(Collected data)
_ _ _

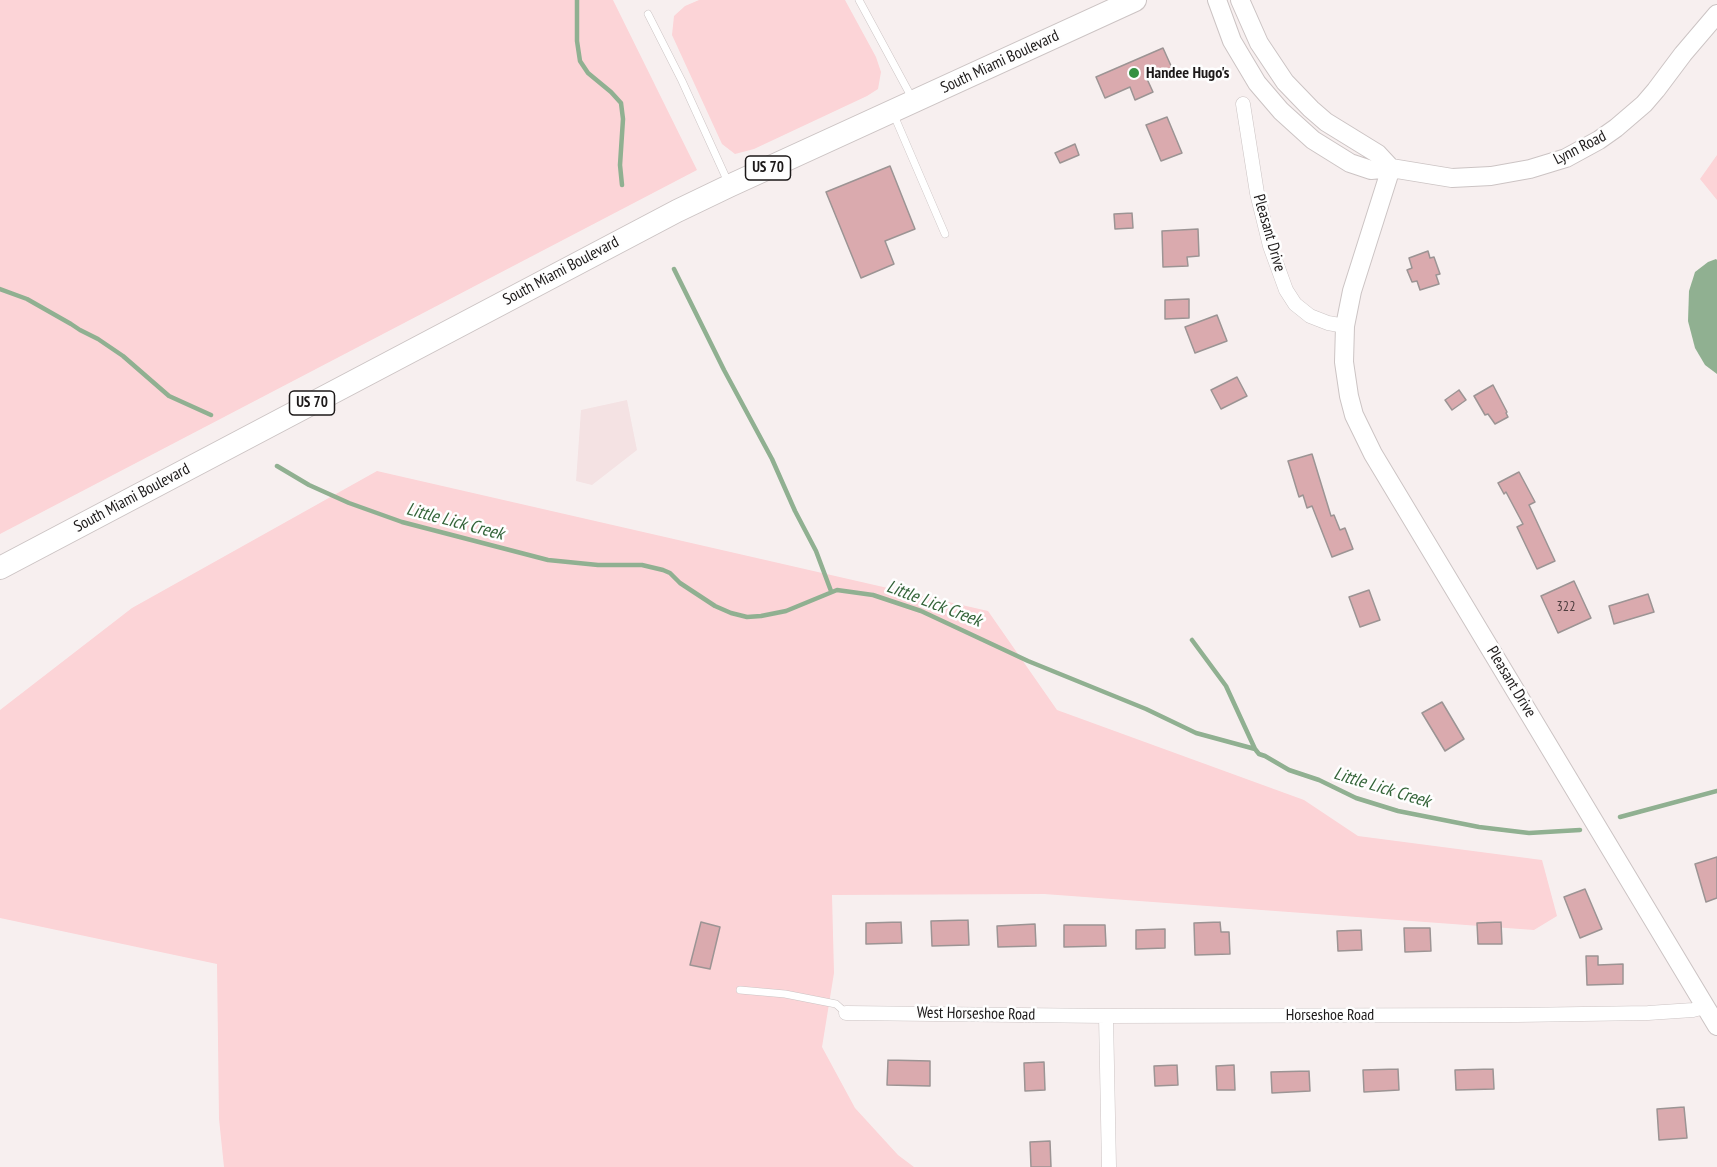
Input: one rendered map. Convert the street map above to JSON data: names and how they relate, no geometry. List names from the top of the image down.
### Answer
{
  "streets": {
    "highway": ["South Miami Boulevard", "US 70"],
    "street": [
      "Lynn Road",
      "Pleasant Drive",
      "West Horseshoe Road",
      "Horseshoe Road"
    ]
  },
  "crossings": [
    ["Lynn Road", "Pleasant Drive"],
    ["Pleasant Drive", "Horseshoe Road"],
    ["West Horseshoe Road", "Horseshoe Road"]
  ],
  "water": ["Little Lick Creek"],
  "places": ["Handee Hugo's"],
  "house_numbers": ["322"]
}
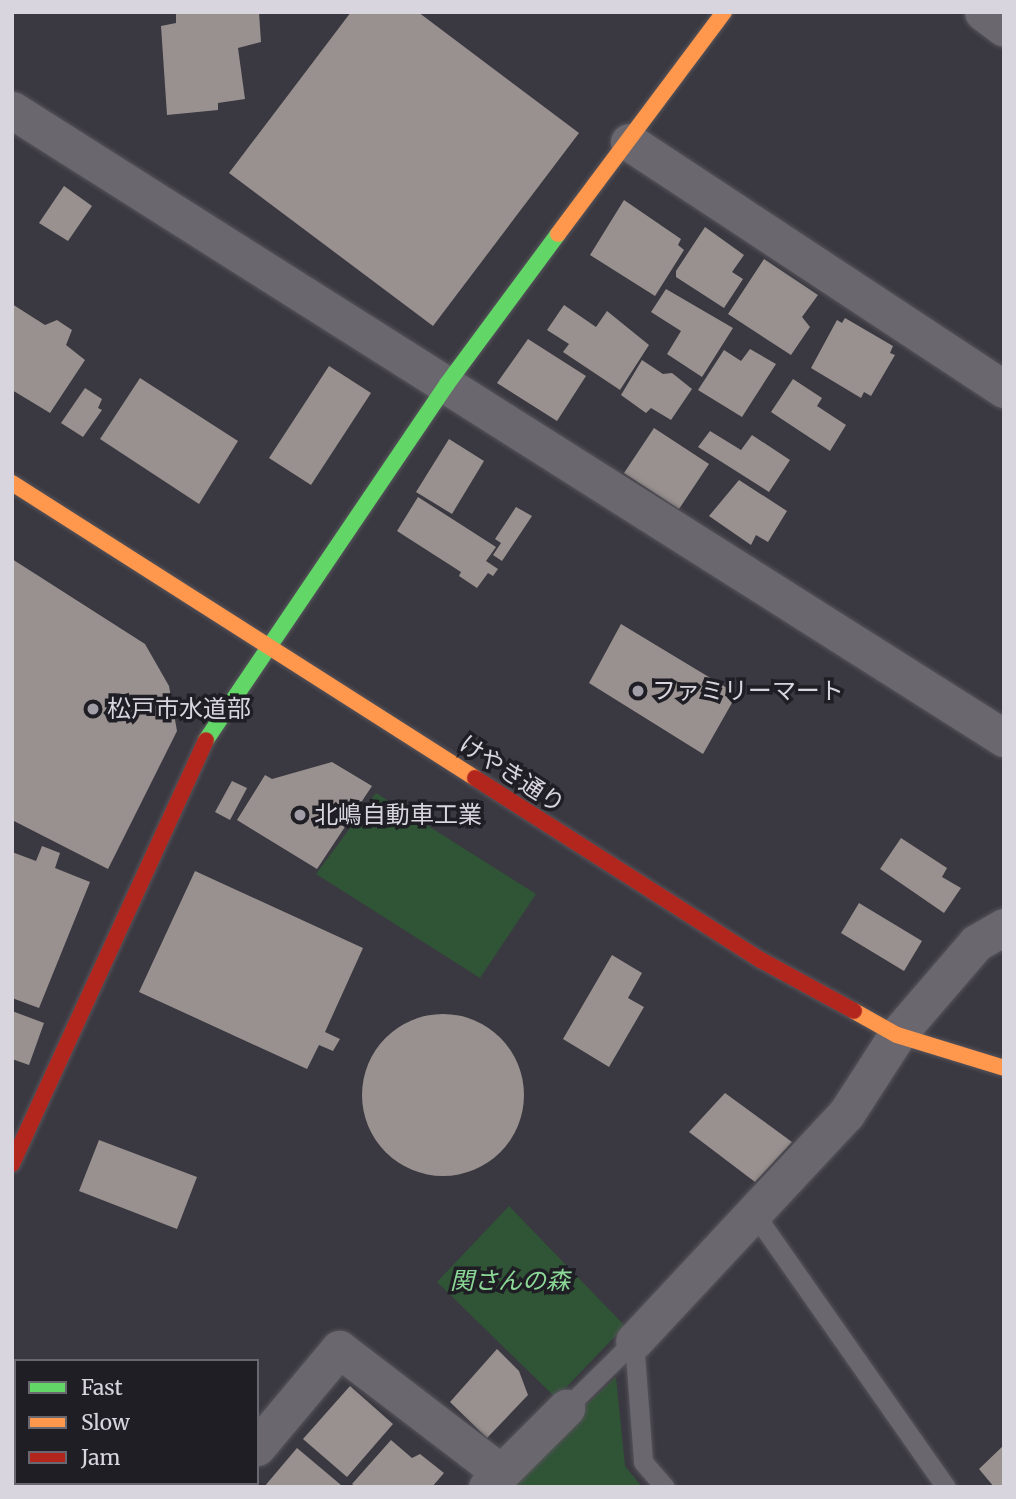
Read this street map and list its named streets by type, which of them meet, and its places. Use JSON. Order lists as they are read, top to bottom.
{
  "streets": {
    "street": ["けやき通り"]
  },
  "parks": ["関さんの森"],
  "places": ["ファミリーマート", "松戸市水道部", "北嶋自動車工業"],
  "legend": ["Fast", "Slow", "Jam"]
}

_ _ _

__Goal of the exercise__: Without any of the pictures, set the entries down again exactly as written.

__Your response__:
Input: one rendered map. Convert the street map above to JSON data: names and how they relate, no geometry. List names from the top of the image down.
### Answer
{
  "streets": {
    "highway": ["South Miami Boulevard", "US 70"],
    "street": [
      "Lynn Road",
      "Pleasant Drive",
      "West Horseshoe Road",
      "Horseshoe Road"
    ]
  },
  "crossings": [
    ["Lynn Road", "Pleasant Drive"],
    ["Pleasant Drive", "Horseshoe Road"],
    ["West Horseshoe Road", "Horseshoe Road"]
  ],
  "water": ["Little Lick Creek"],
  "places": ["Handee Hugo's"],
  "house_numbers": ["322"]
}
Read this street map and list its named streets by type, which of them meet, and its places. Use JSON. Order lists as they are read, top to bottom.
{
  "streets": {
    "street": ["けやき通り"]
  },
  "parks": ["関さんの森"],
  "places": ["ファミリーマート", "松戸市水道部", "北嶋自動車工業"],
  "legend": ["Fast", "Slow", "Jam"]
}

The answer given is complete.